Médicos enxertam orelha em pé de paciente na China

Em um caso inédito e inusitado, médicos enxertaram a orelha decepada de uma paciente em um de seus pés para preservar o órgão. O episódio foi noticiado pelo South China Morning Post, com base em um relato clínico publicado em 22 de dezembro em uma revista médica.

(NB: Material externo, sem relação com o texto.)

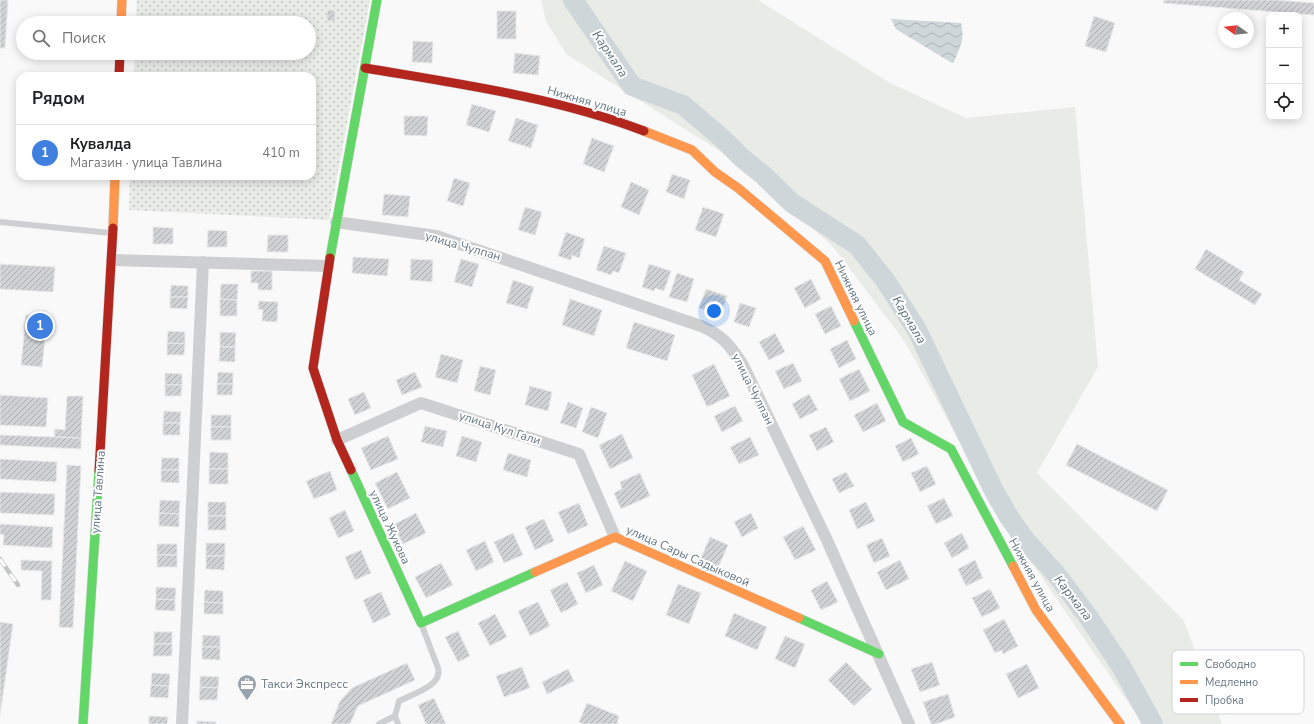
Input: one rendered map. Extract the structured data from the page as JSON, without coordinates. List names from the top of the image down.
{
  "streets": {
    "street": [
      "Нижняя улица",
      "улица Чулпан",
      "улица Кул Гали",
      "улица Тавлина",
      "улица Жукова",
      "улица Сары Садыковой"
    ]
  },
  "crossings": [
    ["Нижняя улица", "улица Жукова"],
    ["улица Чулпан", "улица Жукова"],
    ["улица Чулпан", "улица Сары Садыковой"],
    ["улица Кул Гали", "улица Жукова"],
    ["улица Кул Гали", "улица Сары Садыковой"],
    ["улица Жукова", "улица Сары Садыковой"]
  ],
  "water": ["Кармала"],
  "places": {
    "office": ["Такси Экспресс"]
  },
  "legend": ["Свободно", "Медленно", "Пробка"],
  "north": "left",
  "page": {
    "map_buttons": ["+", "−"],
    "search": "Поиск",
    "heading": "Рядом",
    "list": [
      {
        "mark": "1",
        "name": "Кувалда",
        "note": "Магазин · улица Тавлина",
        "value": "410 m"
      }
    ],
    "pins": "1"
  }
}
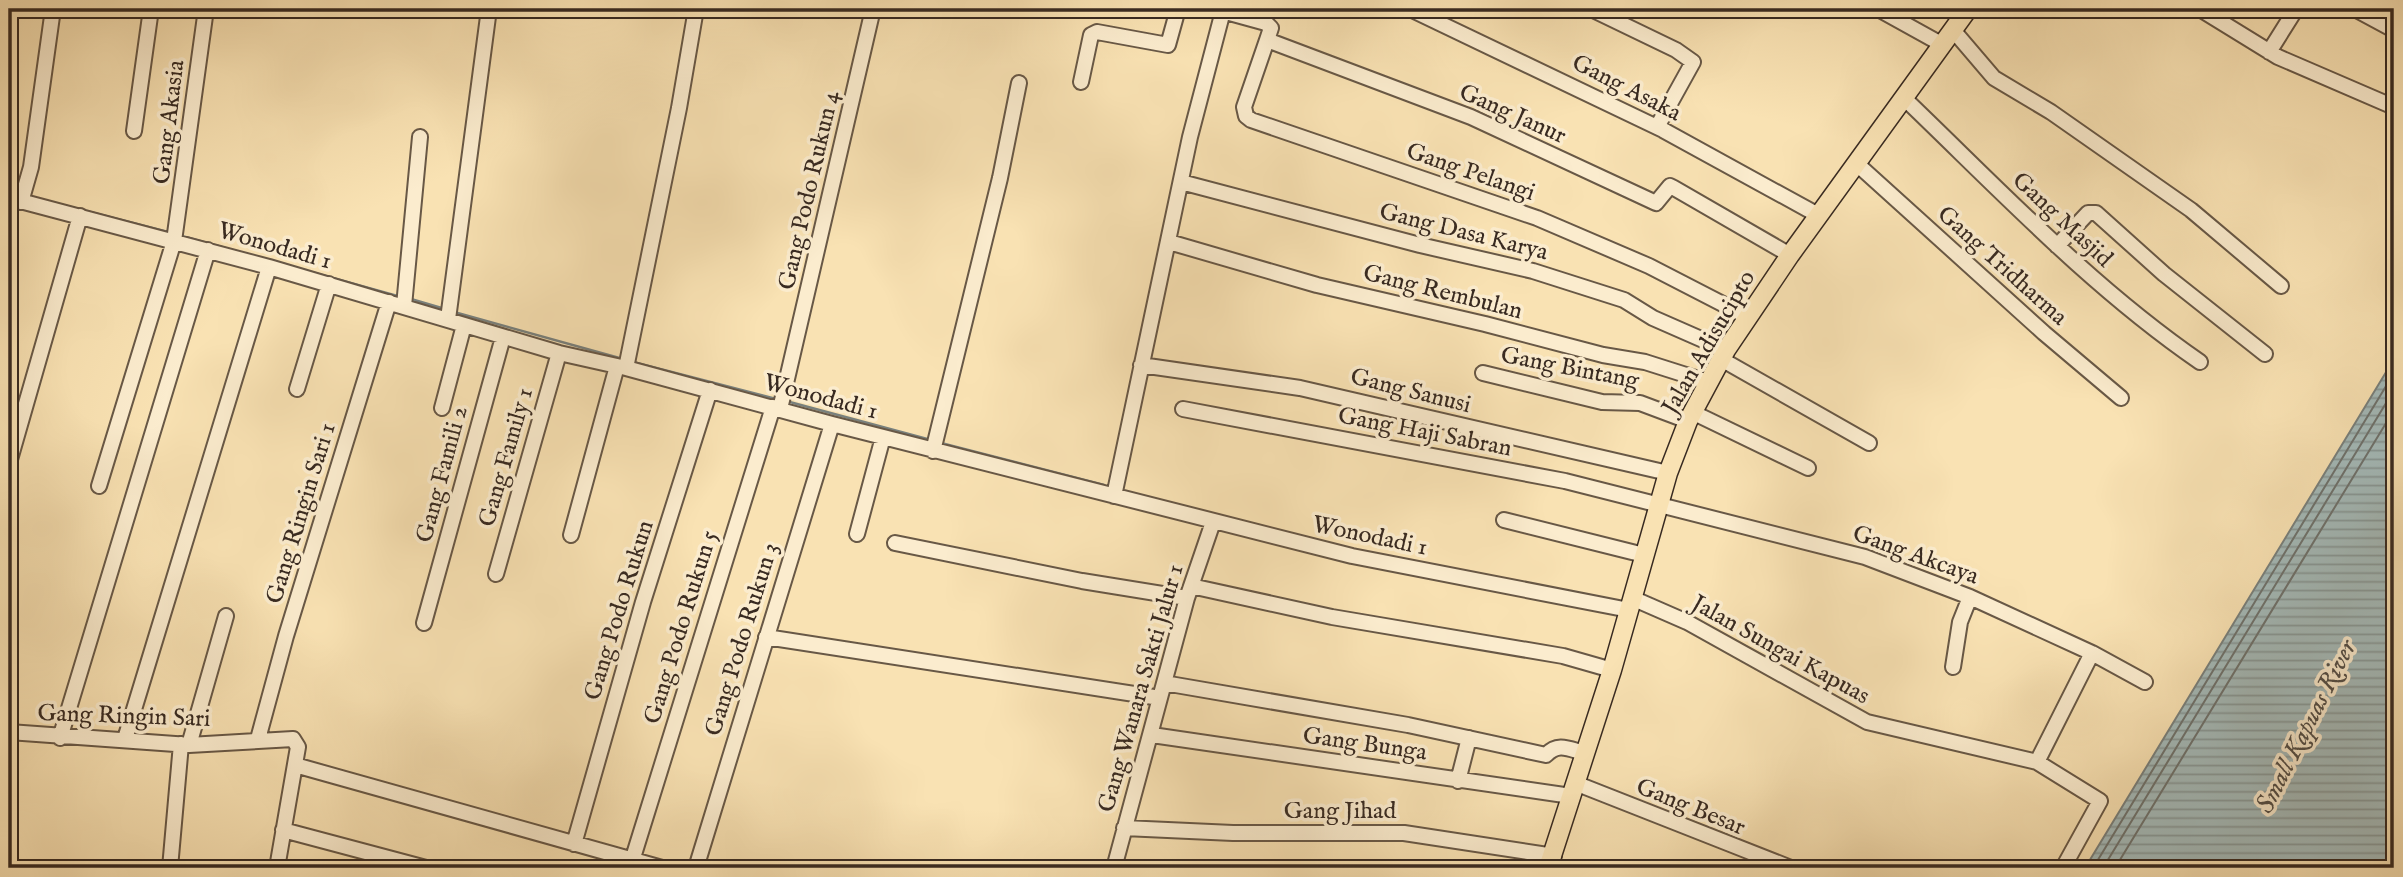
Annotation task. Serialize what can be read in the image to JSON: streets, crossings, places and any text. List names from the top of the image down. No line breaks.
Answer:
{"streets":{"main road":["Jalan Adisucipto"],"street":["Gang Asaka","Gang Janur","Gang Akasia","Gang Pelangi","Gang Podo Rukun 4","Gang Masjid","Gang Dasa Karya","Wonodadi 1","Gang Tridharma","Gang Rembulan","Gang Bintang","Gang Sanusi","Gang Haji Sabran","Gang Family 1","Gang Famili 2","Gang Ringin Sari 1","Gang Akcaya","Gang Podo Rukun","Gang Podo Rukun 5","Gang Podo Rukun 3","Jalan Sungai Kapuas","Gang Wanara Sakti Jalur 1","Gang Ringin Sari","Gang Bunga","Gang Besar","Gang Jihad"]},"crossings":[["Gang Asaka","Jalan Adisucipto"],["Gang Janur","Gang Pelangi"],["Gang Janur","Jalan Adisucipto"],["Gang Akasia","Wonodadi 1"],["Gang Pelangi","Jalan Adisucipto"],["Gang Podo Rukun 4","Wonodadi 1"],["Gang Podo Rukun 4","Gang Podo Rukun 5"],["Gang Masjid","Jalan Adisucipto"],["Gang Dasa Karya","Jalan Adisucipto"],["Wonodadi 1","Jalan Adisucipto"],["Wonodadi 1","Gang Family 1"],["Wonodadi 1","Gang Famili 2"],["Wonodadi 1","Gang Ringin Sari 1"],["Wonodadi 1","Gang Podo Rukun"],["Wonodadi 1","Gang Podo Rukun 5"],["Wonodadi 1","Gang Podo Rukun 3"],["Wonodadi 1","Jalan Sungai Kapuas"],["Wonodadi 1","Gang Wanara Sakti Jalur 1"],["Gang Tridharma","Jalan Adisucipto"],["Gang Rembulan","Jalan Adisucipto"],["Jalan Adisucipto","Gang Bintang"],["Jalan Adisucipto","Gang Sanusi"],["Jalan Adisucipto","Gang Haji Sabran"],["Jalan Adisucipto","Gang Akcaya"],["Jalan Adisucipto","Jalan Sungai Kapuas"],["Jalan Adisucipto","Gang Bunga"],["Jalan Adisucipto","Gang Besar"],["Jalan Adisucipto","Gang Jihad"],["Gang Haji Sabran","Gang Akcaya"],["Gang Ringin Sari 1","Gang Ringin Sari"],["Gang Wanara Sakti Jalur 1","Gang Bunga"],["Gang Wanara Sakti Jalur 1","Gang Jihad"],["Gang Bunga","Gang Besar"]],"water":["Small Kapuas River"]}
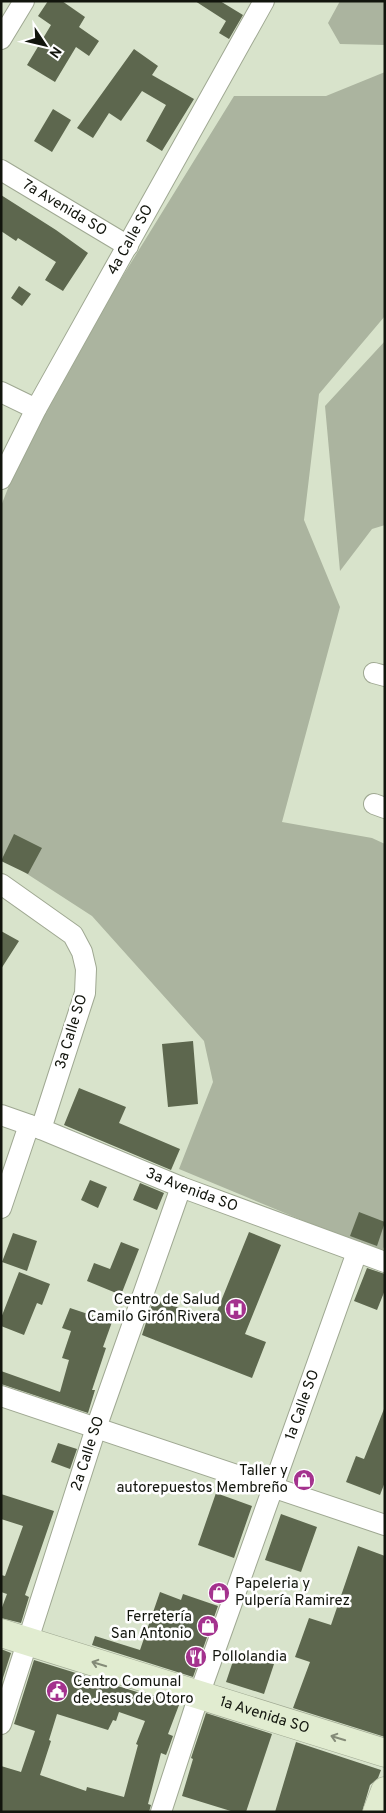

A paciente, identificada apenas pelo sobrenome Sun, sofreu um grave acidente de trabalho envolvendo máquinas pesadas, que resultou na perda de grande parte do couro cabeludo e na amputação completa de uma orelha. Segundo Qiu Shenqiang, vice-diretor da unidade de microcirurgia do Hospital Provincial de Shandong, em Jinan, no leste da China, os danos foram extremamente severos.

As lesões no couro cabeludo e na rede vascular eram tão extensas que a reconstrução imediata da orelha se mostrou inviável. Diante disso, os médicos optaram por um procedimento temporário para preservar a estrutura auricular, permitindo um reimplante futuro. O couro cabeludo, o pescoço e o rosto da paciente ficaram dilacerados e fragmentados, e o crânio necessitava de meses para cicatrizar adequadamente.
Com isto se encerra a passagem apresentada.